IMP.em2d.MonteCarloRelativeMoves - Contains the class MonteCarloRelativeMoves for setting and configuring a simulated annealing Monte Carlo optimizer. It also manages the profiles of temperature and iterations for the sampling. The optimizer uses one IMP.em2d.RelativePositionMover object per docking to propose relative moves of a ligand respect to the receptor.

IMP.em2d.restraints - Creates the restraints used for the modeling. It is called from DominoModel.

IMP.em2d.sampling - Sets the positions and orientations for the components of the assembly before combining them using DOMINO. In the EMageFit benchmark the set of Monte Carlo solutions was used as input to DOMINO, but any other combination of positions and orientations for the subunits could be used.

IMP.em2d.solutions_io - Contains the class ResultsDB for managing the database of solutions obtained during modeling.

IMP.em2d.Database, IMP.em2d.argminmax, IMP.em2d.csv_related, and IMP.em2d.utility.py are supporting modules. ResultsDB inherits all the basic functionality from IMP.em2d.Database, which is a wrapper for SQLite databases. The wrapper is easy to use, general, and it does not depend on IMP.

# IMP.em2d.imp_general Python package utilities

Some other scripts can be found in the IMP.em2d.imp_general Python package. These scripts are general and perform basic and/or frequent tasks in IMP. In principle they could be used in other IMP scripts.

IMP.em2d.imp_general.representation - The main script. It contains functions for obtaining the representation of an assembly from one or more PDB files, creating rigid bodies for the components of the assembly, simplifying the structure of a protein using beads, getting coordinates and distance between residues, etc.
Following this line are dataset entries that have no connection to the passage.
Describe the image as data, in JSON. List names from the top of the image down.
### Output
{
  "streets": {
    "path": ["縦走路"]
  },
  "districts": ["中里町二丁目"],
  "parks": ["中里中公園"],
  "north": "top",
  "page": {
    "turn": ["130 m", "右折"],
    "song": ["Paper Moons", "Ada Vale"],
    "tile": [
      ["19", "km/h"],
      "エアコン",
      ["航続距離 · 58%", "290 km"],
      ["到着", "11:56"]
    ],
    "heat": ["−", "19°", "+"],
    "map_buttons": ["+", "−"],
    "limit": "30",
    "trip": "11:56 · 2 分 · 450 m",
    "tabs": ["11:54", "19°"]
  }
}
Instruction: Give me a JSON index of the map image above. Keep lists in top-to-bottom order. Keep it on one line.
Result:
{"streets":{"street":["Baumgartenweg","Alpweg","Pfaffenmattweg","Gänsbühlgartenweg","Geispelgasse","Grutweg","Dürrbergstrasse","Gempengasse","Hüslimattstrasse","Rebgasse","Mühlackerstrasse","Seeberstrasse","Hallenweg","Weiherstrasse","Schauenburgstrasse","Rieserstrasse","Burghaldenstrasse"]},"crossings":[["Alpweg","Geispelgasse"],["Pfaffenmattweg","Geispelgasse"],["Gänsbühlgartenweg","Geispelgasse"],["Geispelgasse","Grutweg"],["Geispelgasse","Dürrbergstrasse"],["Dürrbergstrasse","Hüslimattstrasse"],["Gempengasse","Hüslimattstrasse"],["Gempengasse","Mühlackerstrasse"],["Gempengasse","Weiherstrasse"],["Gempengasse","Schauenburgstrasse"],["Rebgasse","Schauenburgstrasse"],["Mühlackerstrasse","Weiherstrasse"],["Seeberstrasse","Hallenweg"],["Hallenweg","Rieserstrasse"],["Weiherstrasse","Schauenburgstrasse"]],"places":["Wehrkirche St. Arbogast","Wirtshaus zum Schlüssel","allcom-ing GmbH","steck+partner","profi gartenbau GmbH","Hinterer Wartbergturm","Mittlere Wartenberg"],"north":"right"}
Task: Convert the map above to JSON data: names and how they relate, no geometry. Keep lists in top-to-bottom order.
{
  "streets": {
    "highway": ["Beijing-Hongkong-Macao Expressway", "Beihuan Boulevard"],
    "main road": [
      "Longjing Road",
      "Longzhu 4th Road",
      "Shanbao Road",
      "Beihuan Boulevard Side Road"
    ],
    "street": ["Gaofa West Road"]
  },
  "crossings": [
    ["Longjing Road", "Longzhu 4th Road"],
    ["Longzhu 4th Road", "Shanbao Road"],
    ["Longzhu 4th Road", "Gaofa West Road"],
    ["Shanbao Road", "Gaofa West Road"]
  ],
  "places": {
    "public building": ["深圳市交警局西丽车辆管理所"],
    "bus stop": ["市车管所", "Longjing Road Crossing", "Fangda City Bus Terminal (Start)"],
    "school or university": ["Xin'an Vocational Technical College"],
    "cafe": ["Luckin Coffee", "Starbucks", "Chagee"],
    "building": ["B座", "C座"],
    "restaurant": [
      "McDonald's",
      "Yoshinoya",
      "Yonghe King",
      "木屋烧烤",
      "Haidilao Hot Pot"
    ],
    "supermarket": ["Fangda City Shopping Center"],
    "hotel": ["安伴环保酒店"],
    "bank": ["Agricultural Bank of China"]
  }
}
IMP.em2d.imp_general.alignments - A couple of functions to align assemblies.

IMP.em2d.imp_general.comparisons - Functions to compute the cross-correlation coefficient between density maps, RMSD and DRMS between models, and placement score for the subunits of an assembly as defined in the EMageFit paper.

IMP.em2d.imp_general.movement - Functions for transforming a rigid body or a structure.